Task instructions:
Where the word "strokeStyle" appears in a line below, copy the whole line.
━━━━━ Data under study ━━━━━
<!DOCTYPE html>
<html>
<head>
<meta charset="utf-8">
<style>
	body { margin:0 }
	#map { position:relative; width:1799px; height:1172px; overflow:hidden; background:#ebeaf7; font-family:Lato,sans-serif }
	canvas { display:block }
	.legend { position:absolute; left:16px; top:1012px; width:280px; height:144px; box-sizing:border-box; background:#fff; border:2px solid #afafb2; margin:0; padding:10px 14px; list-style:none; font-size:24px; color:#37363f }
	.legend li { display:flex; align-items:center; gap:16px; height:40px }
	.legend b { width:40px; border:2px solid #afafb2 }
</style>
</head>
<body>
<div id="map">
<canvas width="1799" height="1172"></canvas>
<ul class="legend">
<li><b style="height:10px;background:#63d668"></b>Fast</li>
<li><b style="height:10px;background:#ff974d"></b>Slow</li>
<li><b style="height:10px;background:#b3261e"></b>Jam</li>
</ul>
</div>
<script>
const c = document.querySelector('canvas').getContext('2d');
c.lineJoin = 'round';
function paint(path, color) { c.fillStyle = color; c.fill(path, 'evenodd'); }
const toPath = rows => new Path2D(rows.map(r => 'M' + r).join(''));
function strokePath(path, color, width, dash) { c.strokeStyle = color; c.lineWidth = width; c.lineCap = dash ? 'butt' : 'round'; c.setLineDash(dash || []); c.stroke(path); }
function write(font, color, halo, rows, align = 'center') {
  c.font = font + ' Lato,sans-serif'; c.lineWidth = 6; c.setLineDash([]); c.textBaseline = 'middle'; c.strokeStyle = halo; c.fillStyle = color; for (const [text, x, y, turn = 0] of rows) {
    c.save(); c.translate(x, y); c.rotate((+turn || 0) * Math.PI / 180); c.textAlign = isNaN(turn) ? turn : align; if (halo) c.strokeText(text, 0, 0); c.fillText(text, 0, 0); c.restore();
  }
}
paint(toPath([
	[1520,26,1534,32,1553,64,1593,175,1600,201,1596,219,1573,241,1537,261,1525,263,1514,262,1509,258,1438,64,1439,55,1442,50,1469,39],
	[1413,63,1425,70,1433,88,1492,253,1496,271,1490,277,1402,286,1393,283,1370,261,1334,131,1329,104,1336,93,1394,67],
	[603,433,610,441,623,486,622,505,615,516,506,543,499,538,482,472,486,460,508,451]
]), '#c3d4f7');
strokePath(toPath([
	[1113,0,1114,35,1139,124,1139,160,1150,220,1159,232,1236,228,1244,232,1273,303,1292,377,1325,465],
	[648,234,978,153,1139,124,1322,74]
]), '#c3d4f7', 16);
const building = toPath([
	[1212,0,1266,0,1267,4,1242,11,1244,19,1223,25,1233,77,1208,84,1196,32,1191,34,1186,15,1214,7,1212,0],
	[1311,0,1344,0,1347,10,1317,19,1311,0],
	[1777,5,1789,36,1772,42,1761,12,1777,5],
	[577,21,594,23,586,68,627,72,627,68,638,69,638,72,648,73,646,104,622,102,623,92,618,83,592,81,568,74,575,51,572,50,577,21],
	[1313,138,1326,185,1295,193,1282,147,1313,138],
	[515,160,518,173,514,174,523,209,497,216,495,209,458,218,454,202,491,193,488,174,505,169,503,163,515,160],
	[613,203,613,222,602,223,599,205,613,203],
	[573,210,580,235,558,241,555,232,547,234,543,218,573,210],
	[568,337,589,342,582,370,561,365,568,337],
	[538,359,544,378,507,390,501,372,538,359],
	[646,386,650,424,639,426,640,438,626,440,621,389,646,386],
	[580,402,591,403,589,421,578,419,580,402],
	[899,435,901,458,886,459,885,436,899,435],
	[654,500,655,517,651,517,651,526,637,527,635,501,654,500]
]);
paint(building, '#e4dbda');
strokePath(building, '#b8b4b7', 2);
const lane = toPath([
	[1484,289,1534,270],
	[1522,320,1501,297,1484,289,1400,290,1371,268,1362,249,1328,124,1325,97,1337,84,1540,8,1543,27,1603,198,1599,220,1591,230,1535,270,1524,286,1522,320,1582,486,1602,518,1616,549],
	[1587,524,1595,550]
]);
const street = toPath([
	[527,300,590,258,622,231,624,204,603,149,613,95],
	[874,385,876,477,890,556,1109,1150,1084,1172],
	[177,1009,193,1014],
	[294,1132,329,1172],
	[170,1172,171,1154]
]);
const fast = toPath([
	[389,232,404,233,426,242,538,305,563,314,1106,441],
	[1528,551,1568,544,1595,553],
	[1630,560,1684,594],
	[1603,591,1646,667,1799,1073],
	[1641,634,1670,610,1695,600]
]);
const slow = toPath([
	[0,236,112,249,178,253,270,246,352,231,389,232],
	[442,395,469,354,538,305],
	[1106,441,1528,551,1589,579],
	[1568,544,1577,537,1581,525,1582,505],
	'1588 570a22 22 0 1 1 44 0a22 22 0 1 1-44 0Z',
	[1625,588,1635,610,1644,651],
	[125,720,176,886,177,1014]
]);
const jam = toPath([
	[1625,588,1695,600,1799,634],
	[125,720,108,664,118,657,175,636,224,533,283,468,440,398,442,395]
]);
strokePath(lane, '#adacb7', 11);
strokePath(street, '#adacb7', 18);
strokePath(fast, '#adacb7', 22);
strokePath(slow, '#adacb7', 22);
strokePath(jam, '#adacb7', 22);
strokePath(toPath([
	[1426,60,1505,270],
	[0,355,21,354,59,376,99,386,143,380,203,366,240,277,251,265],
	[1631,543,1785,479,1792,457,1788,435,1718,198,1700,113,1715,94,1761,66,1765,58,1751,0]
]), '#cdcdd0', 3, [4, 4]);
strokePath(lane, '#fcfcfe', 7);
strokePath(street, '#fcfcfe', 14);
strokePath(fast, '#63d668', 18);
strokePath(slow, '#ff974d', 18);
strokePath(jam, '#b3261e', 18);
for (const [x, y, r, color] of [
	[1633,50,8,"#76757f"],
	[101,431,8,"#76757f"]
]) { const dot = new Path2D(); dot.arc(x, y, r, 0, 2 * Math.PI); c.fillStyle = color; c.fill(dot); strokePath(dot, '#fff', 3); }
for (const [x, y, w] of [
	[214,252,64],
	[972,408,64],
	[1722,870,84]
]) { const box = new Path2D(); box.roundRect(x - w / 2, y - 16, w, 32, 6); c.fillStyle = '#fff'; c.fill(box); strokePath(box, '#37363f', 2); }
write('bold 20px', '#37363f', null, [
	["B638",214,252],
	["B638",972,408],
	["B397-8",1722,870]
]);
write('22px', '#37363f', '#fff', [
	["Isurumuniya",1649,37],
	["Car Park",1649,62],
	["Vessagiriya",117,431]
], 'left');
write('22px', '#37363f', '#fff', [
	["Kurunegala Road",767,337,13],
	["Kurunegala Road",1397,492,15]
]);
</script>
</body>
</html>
━━━━━
Response to this task:
function strokePath(path, color, width, dash) { c.strokeStyle = color; c.lineWidth = width; c.lineCap = dash ? 'butt' : 'round'; c.setLineDash(dash || []); c.stroke(path); }
  c.font = font + ' Lato,sans-serif'; c.lineWidth = 6; c.setLineDash([]); c.textBaseline = 'middle'; c.strokeStyle = halo; c.fillStyle = color; for (const [text, x, y, turn = 0] of rows) {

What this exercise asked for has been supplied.